LinearRegression

class snap_ml_spark.estimator.LinearRegression(featuresCol='features', labelCol='label', predictionCol='prediction', trainingHistory=0, maxIter=1000, regParam=0.0, elasticNetParam=0.0, tol=0.001, solver='auto', weightCol=None, useGpu=False, dual=True, balanced=False, nthreads=-1, gpuMemLimit=0, verbose=False)

Linear regression.

The learning objective is to minimize the specified loss function, with regularization.

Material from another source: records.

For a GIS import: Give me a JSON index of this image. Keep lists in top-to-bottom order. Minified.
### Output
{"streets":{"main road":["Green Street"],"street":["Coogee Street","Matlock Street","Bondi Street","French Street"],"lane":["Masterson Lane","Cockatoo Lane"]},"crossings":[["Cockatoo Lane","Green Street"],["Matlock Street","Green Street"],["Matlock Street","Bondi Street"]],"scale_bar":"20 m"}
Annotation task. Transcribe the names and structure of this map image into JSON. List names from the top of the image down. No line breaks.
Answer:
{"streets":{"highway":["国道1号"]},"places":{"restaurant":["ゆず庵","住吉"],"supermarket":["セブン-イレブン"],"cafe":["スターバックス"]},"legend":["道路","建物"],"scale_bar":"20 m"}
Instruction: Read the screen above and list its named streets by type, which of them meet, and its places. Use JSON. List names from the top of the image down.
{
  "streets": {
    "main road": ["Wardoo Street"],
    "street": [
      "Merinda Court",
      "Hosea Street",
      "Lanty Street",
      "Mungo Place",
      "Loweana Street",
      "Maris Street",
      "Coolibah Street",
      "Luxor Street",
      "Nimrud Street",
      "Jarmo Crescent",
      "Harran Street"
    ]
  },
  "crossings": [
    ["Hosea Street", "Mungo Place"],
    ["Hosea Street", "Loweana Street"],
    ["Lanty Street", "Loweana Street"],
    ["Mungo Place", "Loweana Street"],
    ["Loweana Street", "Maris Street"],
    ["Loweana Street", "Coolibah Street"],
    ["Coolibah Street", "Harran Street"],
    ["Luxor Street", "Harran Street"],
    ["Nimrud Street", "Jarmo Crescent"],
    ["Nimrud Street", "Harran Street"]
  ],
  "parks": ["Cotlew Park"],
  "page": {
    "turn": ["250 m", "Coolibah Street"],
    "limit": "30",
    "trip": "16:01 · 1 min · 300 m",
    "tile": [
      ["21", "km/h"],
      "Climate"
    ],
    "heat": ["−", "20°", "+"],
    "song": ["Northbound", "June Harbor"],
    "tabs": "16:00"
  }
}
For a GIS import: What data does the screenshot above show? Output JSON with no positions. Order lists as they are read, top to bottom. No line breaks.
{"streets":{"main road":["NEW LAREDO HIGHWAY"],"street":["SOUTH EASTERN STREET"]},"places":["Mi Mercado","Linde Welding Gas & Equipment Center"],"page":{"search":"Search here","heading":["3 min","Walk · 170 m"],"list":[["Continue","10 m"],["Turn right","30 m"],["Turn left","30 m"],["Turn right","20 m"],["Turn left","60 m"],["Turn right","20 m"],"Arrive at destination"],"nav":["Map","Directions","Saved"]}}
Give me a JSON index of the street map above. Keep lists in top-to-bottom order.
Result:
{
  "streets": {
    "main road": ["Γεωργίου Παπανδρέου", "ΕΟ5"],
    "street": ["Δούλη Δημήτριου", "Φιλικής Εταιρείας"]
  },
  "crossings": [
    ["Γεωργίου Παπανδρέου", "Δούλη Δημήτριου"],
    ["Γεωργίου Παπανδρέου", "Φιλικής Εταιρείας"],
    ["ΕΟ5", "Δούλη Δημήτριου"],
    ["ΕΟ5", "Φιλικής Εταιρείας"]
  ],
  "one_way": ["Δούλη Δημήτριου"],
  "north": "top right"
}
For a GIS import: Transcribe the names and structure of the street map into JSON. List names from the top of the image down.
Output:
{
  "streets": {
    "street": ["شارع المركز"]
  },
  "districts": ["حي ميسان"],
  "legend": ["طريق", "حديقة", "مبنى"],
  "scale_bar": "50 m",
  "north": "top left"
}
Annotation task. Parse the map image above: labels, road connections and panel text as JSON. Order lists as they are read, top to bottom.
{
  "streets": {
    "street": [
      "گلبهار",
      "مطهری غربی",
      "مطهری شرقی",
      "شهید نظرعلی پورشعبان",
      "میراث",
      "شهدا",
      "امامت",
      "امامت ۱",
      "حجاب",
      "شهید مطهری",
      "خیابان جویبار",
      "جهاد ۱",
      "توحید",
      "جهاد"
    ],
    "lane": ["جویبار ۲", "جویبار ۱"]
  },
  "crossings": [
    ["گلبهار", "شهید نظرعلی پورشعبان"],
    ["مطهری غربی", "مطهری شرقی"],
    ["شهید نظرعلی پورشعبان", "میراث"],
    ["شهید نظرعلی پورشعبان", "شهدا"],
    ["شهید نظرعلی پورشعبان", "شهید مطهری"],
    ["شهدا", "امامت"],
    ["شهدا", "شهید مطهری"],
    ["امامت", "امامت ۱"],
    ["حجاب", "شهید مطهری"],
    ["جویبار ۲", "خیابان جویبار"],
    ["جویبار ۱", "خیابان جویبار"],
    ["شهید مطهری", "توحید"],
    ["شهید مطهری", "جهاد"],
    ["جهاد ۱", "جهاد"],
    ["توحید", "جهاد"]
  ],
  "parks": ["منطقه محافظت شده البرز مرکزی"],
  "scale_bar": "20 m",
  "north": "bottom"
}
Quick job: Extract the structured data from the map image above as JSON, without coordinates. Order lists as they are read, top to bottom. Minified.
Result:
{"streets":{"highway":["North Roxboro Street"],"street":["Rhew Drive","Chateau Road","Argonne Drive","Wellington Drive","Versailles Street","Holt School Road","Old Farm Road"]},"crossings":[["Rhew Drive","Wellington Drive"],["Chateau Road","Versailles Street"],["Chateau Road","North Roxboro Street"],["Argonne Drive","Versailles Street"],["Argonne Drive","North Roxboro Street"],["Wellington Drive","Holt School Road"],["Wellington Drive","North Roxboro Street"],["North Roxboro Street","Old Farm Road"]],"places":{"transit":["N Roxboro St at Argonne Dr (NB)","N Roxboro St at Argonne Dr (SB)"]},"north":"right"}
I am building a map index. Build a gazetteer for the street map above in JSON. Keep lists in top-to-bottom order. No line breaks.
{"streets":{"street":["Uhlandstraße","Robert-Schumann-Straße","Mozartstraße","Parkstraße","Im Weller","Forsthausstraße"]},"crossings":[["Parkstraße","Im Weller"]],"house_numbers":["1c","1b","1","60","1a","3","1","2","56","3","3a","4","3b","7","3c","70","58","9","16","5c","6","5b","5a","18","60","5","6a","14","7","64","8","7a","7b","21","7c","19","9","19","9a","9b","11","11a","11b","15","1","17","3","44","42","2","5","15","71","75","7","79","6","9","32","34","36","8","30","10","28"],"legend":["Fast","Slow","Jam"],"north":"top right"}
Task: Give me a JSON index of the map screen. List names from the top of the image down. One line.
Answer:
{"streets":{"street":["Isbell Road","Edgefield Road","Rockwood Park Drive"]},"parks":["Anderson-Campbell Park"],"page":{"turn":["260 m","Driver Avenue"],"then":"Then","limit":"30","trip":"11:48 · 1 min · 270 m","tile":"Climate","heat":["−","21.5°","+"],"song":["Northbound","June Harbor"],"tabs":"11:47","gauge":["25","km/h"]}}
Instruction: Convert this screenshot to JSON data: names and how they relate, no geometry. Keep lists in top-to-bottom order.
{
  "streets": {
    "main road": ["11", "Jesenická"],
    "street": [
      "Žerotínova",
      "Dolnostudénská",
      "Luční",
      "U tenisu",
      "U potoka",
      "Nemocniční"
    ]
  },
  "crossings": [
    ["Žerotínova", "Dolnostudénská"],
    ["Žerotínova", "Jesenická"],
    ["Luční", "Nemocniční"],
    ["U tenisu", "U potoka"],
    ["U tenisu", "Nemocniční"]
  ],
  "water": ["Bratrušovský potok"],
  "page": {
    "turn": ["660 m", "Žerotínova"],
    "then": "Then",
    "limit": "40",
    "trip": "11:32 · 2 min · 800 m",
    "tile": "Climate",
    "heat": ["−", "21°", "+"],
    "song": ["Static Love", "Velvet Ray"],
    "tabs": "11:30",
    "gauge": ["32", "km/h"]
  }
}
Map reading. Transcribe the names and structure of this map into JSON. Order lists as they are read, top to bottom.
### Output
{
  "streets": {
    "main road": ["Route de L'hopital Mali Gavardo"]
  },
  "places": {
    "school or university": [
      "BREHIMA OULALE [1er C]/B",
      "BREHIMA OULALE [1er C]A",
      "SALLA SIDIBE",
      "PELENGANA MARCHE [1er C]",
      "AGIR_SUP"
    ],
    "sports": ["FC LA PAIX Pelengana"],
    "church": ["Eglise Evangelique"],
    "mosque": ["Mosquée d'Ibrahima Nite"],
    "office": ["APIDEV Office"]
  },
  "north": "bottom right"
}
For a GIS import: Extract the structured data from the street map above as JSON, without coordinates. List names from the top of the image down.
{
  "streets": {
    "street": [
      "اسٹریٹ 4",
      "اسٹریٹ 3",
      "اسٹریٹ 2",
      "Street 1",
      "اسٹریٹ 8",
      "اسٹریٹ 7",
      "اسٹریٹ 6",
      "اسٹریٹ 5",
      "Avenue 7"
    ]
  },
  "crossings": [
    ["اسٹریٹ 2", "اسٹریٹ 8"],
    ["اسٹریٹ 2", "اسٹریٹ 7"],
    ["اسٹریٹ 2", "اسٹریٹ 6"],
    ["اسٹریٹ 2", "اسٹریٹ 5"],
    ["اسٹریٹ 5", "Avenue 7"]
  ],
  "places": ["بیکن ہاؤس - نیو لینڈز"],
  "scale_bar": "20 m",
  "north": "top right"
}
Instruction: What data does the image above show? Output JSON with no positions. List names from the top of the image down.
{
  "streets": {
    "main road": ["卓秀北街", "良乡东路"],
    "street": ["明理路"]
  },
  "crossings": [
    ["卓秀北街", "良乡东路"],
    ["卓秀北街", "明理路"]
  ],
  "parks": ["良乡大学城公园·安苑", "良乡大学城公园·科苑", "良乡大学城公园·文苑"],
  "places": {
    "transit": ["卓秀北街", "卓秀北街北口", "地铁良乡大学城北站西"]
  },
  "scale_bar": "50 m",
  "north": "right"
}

>>> from pyspark.ml.linalg import Vectors
>>> df = spark.createDataFrame([
...     (1.0, 2.0, Vectors.dense(1.0)),
...     (0.0, 2.0, Vectors.sparse(1, [], []))], ["label", "weight", "features"])
>>> lr = LinearRegression(maxIter=5, regParam=0.0, weightCol="weight")
>>> model = lr.fit(df)
>>> test0 = spark.createDataFrame([(Vectors.dense(-1.0),)], ["features"])
>>> abs(model.transform(test0).head().prediction - (-1.0)) < 0.001
True
>>> abs(model.coefficients[0] - 1.0) < 0.001
True
>>> abs(model.intercept - 0.0) < 0.001
True
>>> test1 = spark.createDataFrame([(Vectors.sparse(1, [0], [1.0]),)], ["features"])
>>> abs(model.transform(test1).head().prediction - 1.0) < 0.001
True
>>> lr.setParams("vector")
Traceback (most recent call last):
    ...
TypeError: Method setParams forces keyword arguments.
>>> lr_path = temp_path + "/lr"
>>> lr.save(lr_path)
>>> lr2 = LinearRegression.load(lr_path)
>>> lr2.getMaxIter()
5
>>> model_path = temp_path + "/lr_model"
>>> model.save(model_path)
>>> model2 = LinearRegressionModel.load(model_path)
>>> model.coefficients[0] == model2.coefficients[0]
True
>>> model.intercept == model2.intercept
True
>>> model.numFeatures
1
getBalanced()

Gets the value of balanced or its default value.

getDual()

Gets the value of dual or its default value.

getGpuMemLimit()

Gets the value of gpuMemLimit or its default value.

getNthreads()

Gets the value of nthreads or its default value.

getTrainingHistory()

Gets the value of trainingHistory or its default value.

getUseGpu()

Gets the value of useGpu or its default value.

getVerbose()

Gets the value of verbose or its default value.

setBalanced(value)

Sets the value of balanced.

setDual(value)

Sets the value of dual.

setGpuMemLimit(value)

Sets the value of gpuMemLimit.

setNthreads(value)

Sets the value of nthreads.

setParams(featuresCol="features", labelCol="label", predictionCol="prediction", trainingHistory=0, maxIter=1000, regParam=0.0, elasticNetParam=0.0, tol=1e-6, solver="auto", weightCol=None, useGpu=False, dual=True, balanced=False, nthreads=-1, gpuMemLimit=0, verbose=False)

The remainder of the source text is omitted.